(Data extracted from a collection)
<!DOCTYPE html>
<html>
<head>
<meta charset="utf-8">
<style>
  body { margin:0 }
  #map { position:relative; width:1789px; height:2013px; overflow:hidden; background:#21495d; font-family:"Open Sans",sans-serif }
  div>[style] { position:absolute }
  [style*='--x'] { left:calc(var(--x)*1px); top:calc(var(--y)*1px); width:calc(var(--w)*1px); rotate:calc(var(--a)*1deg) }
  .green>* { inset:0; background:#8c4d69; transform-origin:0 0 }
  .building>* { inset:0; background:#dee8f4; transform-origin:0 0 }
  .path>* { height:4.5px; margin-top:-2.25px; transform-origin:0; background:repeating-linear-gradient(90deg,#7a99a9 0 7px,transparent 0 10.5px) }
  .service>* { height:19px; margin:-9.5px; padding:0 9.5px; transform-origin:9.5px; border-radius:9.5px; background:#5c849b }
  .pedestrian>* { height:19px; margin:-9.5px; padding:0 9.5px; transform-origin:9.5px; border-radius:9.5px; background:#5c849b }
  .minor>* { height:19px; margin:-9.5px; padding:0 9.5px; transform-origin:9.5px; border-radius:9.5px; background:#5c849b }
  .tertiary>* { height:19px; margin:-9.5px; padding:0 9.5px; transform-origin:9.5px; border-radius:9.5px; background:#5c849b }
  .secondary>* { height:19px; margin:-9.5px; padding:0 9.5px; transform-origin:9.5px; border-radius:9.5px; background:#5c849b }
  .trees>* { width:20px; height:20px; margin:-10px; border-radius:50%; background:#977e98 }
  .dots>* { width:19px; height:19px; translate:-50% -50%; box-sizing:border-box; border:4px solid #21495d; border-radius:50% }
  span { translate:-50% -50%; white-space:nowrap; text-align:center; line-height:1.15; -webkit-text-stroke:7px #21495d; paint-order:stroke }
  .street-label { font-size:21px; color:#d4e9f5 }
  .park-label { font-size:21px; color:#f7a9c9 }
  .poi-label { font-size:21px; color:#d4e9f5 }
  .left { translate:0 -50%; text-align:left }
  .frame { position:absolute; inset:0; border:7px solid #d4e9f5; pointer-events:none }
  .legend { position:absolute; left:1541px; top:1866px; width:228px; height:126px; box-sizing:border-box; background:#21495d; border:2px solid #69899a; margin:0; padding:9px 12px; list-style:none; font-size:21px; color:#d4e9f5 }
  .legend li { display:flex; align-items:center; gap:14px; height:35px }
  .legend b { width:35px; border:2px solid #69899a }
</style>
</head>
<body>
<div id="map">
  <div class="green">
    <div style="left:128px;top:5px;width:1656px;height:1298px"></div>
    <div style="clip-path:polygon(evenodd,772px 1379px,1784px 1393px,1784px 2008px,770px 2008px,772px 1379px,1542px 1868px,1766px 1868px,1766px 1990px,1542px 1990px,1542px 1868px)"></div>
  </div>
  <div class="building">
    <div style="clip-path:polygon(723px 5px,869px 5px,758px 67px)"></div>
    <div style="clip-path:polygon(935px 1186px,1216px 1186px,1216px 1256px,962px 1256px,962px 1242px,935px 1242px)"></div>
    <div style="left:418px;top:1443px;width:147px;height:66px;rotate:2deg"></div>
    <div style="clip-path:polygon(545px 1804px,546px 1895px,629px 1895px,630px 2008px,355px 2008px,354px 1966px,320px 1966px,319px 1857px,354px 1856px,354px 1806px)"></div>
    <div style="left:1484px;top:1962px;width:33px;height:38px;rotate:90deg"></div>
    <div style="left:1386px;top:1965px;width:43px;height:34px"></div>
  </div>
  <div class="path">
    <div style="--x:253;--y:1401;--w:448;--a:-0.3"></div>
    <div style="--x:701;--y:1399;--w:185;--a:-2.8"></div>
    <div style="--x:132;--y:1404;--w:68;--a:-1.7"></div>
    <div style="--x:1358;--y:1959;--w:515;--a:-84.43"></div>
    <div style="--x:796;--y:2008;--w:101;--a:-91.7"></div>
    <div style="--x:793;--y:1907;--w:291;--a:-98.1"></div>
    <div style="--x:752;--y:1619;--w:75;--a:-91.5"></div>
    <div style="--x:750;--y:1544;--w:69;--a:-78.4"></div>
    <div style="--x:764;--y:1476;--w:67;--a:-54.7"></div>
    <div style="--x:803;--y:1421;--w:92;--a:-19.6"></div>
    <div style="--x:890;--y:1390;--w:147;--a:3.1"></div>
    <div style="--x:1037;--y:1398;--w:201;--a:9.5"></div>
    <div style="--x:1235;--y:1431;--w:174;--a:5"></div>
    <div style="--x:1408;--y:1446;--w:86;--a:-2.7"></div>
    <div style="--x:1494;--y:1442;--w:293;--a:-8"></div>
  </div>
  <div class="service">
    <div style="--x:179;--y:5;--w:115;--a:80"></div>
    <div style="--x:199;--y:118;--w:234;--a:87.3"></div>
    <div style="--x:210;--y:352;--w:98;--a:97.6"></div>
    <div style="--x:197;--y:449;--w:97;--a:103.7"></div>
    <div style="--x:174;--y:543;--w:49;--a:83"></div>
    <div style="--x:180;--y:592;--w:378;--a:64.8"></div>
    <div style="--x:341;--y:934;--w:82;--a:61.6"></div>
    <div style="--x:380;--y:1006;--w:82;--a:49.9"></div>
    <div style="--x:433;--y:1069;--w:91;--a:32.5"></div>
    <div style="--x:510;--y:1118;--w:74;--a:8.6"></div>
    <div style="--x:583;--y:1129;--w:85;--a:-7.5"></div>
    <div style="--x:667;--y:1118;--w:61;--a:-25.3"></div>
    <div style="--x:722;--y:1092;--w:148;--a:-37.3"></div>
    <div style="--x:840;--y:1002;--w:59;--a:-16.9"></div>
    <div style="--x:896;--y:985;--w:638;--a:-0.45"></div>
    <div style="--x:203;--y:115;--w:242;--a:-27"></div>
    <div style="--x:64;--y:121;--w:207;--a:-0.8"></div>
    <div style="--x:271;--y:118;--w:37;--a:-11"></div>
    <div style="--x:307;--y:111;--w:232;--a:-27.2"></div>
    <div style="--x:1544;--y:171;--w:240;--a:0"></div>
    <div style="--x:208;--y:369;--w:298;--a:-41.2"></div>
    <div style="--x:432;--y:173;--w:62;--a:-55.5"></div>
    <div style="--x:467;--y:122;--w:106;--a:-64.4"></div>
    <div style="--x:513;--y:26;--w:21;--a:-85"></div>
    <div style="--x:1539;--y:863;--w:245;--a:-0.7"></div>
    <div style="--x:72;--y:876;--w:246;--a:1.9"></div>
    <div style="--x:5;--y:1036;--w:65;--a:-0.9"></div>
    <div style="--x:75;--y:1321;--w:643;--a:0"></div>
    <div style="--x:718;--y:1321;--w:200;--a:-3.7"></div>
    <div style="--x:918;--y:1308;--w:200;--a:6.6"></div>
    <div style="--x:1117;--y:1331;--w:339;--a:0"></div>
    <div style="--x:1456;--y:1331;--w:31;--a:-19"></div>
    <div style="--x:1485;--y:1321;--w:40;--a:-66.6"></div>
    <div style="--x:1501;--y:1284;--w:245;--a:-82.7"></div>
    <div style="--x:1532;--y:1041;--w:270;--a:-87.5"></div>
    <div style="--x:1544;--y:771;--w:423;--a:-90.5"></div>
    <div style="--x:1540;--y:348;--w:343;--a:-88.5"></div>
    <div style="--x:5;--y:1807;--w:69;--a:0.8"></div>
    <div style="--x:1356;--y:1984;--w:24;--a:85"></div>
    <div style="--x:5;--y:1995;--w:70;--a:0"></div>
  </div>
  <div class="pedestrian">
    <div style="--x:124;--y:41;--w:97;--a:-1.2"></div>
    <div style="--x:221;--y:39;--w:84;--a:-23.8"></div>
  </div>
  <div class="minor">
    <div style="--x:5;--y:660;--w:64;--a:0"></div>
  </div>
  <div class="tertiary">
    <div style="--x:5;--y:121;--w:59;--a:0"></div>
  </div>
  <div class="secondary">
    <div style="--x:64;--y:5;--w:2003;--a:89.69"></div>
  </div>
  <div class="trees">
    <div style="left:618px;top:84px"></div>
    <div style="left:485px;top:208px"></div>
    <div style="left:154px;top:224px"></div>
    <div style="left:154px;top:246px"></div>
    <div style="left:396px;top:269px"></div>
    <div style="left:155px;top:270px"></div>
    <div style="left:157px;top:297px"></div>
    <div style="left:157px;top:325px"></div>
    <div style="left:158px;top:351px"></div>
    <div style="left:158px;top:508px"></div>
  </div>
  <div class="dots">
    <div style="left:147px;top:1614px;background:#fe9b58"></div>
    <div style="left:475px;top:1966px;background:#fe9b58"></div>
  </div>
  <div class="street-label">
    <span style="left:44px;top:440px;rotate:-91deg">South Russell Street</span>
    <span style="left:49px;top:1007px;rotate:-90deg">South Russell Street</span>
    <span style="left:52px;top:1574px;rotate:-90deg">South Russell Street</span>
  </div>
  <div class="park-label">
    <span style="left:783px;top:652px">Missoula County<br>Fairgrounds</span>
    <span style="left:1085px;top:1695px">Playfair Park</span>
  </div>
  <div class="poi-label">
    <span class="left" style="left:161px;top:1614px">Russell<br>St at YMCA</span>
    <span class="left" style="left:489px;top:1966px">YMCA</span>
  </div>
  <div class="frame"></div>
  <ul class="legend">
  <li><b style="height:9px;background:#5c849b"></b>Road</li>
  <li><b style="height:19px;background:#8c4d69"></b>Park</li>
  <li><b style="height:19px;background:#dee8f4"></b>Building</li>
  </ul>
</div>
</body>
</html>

## WHAT YOU NEED TO DO:
Word for word, set down the lines from the beginning of the records through the line that holds "display:flex; align-items:center; gap:14px;". Leave out the rest.

## RESPONSE BOX:
<!DOCTYPE html>
<html>
<head>
<meta charset="utf-8">
<style>
  body { margin:0 }
  #map { position:relative; width:1789px; height:2013px; overflow:hidden; background:#21495d; font-family:"Open Sans",sans-serif }
  div>[style] { position:absolute }
  [style*='--x'] { left:calc(var(--x)*1px); top:calc(var(--y)*1px); width:calc(var(--w)*1px); rotate:calc(var(--a)*1deg) }
  .green>* { inset:0; background:#8c4d69; transform-origin:0 0 }
  .building>* { inset:0; background:#dee8f4; transform-origin:0 0 }
  .path>* { height:4.5px; margin-top:-2.25px; transform-origin:0; background:repeating-linear-gradient(90deg,#7a99a9 0 7px,transparent 0 10.5px) }
  .service>* { height:19px; margin:-9.5px; padding:0 9.5px; transform-origin:9.5px; border-radius:9.5px; background:#5c849b }
  .pedestrian>* { height:19px; margin:-9.5px; padding:0 9.5px; transform-origin:9.5px; border-radius:9.5px; background:#5c849b }
  .minor>* { height:19px; margin:-9.5px; padding:0 9.5px; transform-origin:9.5px; border-radius:9.5px; background:#5c849b }
  .tertiary>* { height:19px; margin:-9.5px; padding:0 9.5px; transform-origin:9.5px; border-radius:9.5px; background:#5c849b }
  .secondary>* { height:19px; margin:-9.5px; padding:0 9.5px; transform-origin:9.5px; border-radius:9.5px; background:#5c849b }
  .trees>* { width:20px; height:20px; margin:-10px; border-radius:50%; background:#977e98 }
  .dots>* { width:19px; height:19px; translate:-50% -50%; box-sizing:border-box; border:4px solid #21495d; border-radius:50% }
  span { translate:-50% -50%; white-space:nowrap; text-align:center; line-height:1.15; -webkit-text-stroke:7px #21495d; paint-order:stroke }
  .street-label { font-size:21px; color:#d4e9f5 }
  .park-label { font-size:21px; color:#f7a9c9 }
  .poi-label { font-size:21px; color:#d4e9f5 }
  .left { translate:0 -50%; text-align:left }
  .frame { position:absolute; inset:0; border:7px solid #d4e9f5; pointer-events:none }
  .legend { position:absolute; left:1541px; top:1866px; width:228px; height:126px; box-sizing:border-box; background:#21495d; border:2px solid #69899a; margin:0; padding:9px 12px; list-style:none; font-size:21px; color:#d4e9f5 }
  .legend li { display:flex; align-items:center; gap:14px; height:35px }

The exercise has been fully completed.